Agent Technical Implementation (The "How")

Goal: Crawl the web politely, avoid IP bans, and access High-Quality Data.

Step 1: The "Digital Passport" (One-Time Setup)

You must prove you are who you say you are (e.g., openai.com).

Run this command:

npx imagxp generate-identity

It gives you 2 things:

  1. A Public/Private Key Pair: Save in .env. NEVER SHARE THE PRIVATE KEY.

    # .env
    IMAGXP_AGENT_ID="openai.com"
    IMAGXP_PRIVATE_KEY="MIGHAgEAMBMGByq..."
    IMAGXP_PUBLIC_KEY="MFKwEwYHKoZIzj0..."
    
  2. A Public File (ID Card): Save as imagxp-agent.json. Upload to yoursite.com/.well-known/imagxp-agent.json.

    {
      "agent_id": "openai.com",
      "public_key": "MFKwEwYHKoZIzj0CAQYIKoZIzj0DAQcDQgAE...",
      "contact_email": "security@openai.com",
      "version": "1.0"
    }
    

Step 2: The "Universal" Crawler

This code works for ANY URL on the internet. You don't need a list.
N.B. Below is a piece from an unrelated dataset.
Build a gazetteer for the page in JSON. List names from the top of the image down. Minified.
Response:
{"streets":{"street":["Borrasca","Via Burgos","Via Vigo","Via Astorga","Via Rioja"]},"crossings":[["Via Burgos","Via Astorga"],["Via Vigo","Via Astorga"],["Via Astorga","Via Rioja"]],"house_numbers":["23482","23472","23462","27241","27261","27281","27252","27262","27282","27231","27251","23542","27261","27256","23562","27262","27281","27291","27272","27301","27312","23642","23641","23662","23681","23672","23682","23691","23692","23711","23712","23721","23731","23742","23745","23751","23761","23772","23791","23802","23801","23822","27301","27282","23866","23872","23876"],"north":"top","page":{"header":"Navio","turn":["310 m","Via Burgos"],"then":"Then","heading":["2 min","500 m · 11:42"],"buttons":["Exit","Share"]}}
import { IMAGXPAgent } from '@imagxp/protocol';

// 1. Load your Identity
const agent = await IMAGXPAgent.init(); 

// 2. The Crawler Loop (Universal)
const queue = ["https://nytimes.com", "https://reddit.com", "https://blog.google"];

for (const url of queue) {
    // The SDK automatically checks: "Does this site speak IMAGXP?"
    // If YES -> It signs the request. If NO -> Standard fetch.
    const response = await agent.fetch(url, {
        purpose: "RAG_RETRIEVAL"
    });

    if (response.status === 200) {
        console.log(`[SUCCESS] Accessed ${url}.`);
        analyzeContent(response.data);
    } else {
        console.log(`[BLOCKED] ${url} refused access.`);
    }
}

FAQ: Agents

  • Q: Why use this instead of standard fetch?
    • A: Standard fetch will likely get blocked by anti-bot systems on premium sites. IMAGXP gives you a "V.I.P. Pass".
  • Q: Can I scrape training data?
    • A: Only if the Publisher allows it (allowTraining: true). The SDK respects their policy headers automatically.
  • Q: Does the Publisher see my Private Key?
    • A: Never. They only see the Public Key (The Lock). Your Secret stays on your server.